_Assignment:_
From the listing below, copy out every line where the word "Bellevue" appears.

===== Data excerpts

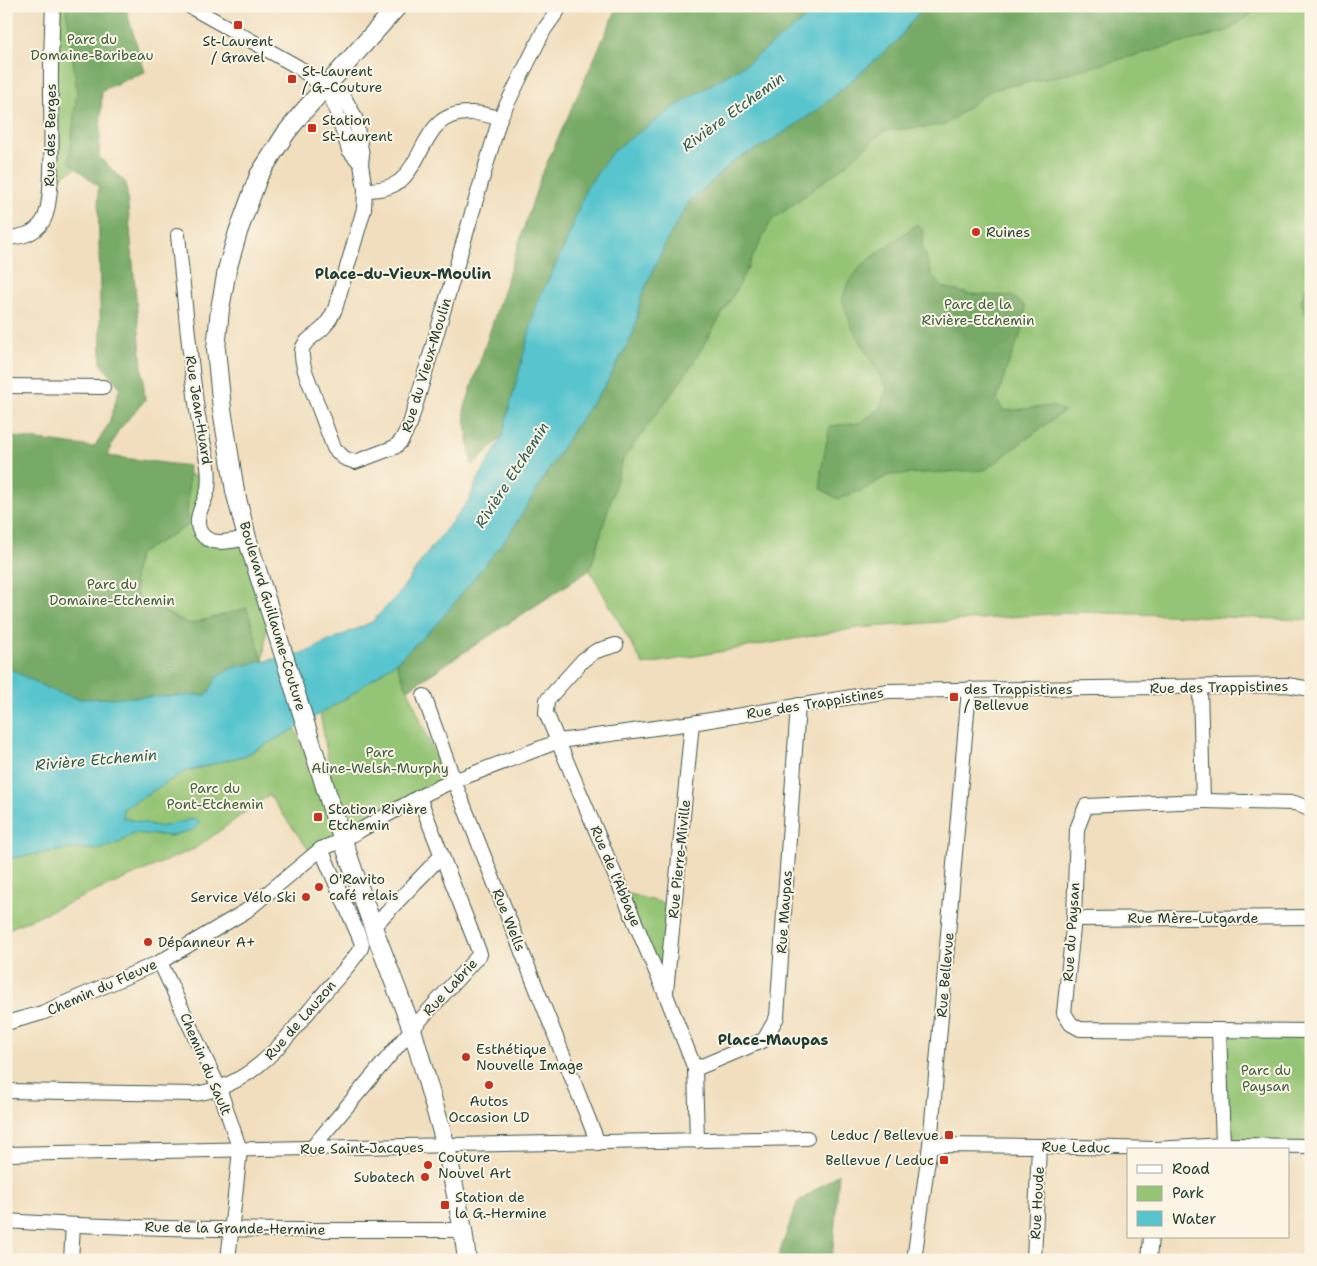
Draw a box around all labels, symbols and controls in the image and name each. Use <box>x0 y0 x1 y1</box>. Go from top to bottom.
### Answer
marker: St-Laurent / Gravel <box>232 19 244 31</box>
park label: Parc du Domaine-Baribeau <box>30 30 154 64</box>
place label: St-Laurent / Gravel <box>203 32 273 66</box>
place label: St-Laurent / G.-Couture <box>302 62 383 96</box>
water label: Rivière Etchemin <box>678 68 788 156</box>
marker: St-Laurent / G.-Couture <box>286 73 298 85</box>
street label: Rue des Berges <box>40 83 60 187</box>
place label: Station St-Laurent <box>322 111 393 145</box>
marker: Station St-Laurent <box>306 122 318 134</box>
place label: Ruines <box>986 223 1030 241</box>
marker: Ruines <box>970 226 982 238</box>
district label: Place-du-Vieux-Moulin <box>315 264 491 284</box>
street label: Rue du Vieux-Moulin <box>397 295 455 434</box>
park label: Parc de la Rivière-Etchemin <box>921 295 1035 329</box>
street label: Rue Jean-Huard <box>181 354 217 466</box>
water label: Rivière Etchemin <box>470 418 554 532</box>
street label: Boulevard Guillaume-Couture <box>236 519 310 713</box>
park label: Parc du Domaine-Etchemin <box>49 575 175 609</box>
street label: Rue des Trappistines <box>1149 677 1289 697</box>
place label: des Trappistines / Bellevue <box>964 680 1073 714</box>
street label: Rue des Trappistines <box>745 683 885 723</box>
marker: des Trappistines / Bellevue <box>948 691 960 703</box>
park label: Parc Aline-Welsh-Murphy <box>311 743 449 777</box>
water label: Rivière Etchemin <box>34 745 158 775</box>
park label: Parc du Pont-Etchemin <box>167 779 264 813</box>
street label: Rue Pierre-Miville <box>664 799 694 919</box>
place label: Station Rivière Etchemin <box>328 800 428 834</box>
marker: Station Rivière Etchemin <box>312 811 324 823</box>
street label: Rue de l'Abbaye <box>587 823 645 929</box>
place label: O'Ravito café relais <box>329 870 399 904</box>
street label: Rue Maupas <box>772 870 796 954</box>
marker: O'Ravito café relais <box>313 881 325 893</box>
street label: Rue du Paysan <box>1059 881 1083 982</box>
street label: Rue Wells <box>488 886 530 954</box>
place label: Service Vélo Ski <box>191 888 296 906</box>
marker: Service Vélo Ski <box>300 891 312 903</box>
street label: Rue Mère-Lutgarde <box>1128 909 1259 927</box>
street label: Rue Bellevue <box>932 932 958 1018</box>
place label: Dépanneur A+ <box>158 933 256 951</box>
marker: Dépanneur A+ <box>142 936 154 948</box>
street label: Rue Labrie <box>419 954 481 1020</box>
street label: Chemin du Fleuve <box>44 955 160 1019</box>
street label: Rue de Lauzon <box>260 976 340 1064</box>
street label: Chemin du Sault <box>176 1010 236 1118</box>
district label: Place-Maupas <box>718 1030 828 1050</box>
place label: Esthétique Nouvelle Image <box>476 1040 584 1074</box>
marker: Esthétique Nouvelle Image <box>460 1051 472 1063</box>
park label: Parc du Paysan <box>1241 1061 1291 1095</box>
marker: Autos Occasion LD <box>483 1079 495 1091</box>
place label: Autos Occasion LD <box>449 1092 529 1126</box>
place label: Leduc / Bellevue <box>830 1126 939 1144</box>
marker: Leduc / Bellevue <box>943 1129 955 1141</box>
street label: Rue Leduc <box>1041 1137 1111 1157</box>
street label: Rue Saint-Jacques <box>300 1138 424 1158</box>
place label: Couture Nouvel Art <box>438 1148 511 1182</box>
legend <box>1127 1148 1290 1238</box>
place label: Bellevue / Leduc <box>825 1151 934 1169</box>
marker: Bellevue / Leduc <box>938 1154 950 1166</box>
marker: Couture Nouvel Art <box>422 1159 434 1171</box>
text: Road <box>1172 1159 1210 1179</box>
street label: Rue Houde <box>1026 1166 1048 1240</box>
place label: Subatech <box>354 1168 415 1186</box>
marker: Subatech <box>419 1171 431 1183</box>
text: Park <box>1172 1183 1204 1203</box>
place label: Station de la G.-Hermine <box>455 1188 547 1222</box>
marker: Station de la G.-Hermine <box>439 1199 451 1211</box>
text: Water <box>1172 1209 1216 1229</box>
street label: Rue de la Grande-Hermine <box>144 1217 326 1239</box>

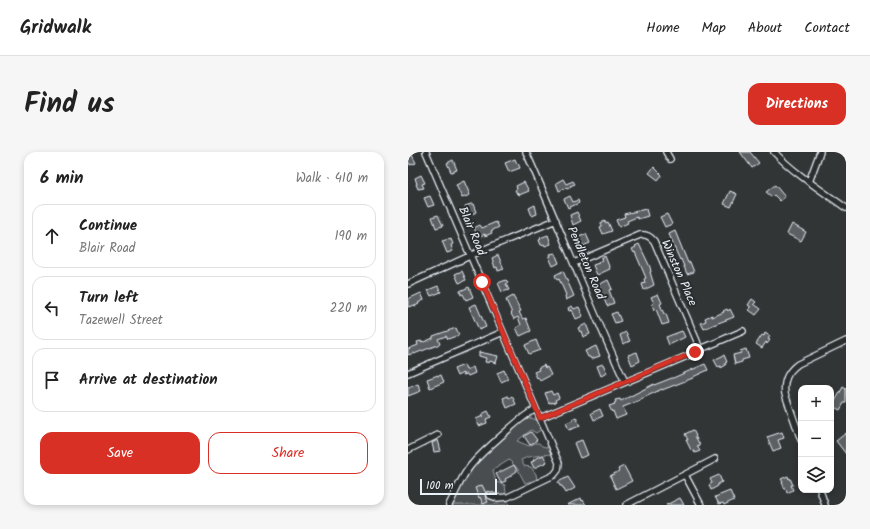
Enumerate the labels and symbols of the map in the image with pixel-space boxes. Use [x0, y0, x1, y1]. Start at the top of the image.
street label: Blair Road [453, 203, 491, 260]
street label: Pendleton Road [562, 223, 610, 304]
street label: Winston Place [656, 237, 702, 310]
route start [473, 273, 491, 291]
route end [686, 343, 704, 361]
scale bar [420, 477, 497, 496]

==========

_Finished task:_
place label: des Trappistines / Bellevue <box>964 680 1073 714</box>
marker: des Trappistines / Bellevue <box>948 691 960 703</box>
street label: Rue Bellevue <box>932 932 958 1018</box>
place label: Leduc / Bellevue <box>830 1126 939 1144</box>
marker: Leduc / Bellevue <box>943 1129 955 1141</box>
place label: Bellevue / Leduc <box>825 1151 934 1169</box>
marker: Bellevue / Leduc <box>938 1154 950 1166</box>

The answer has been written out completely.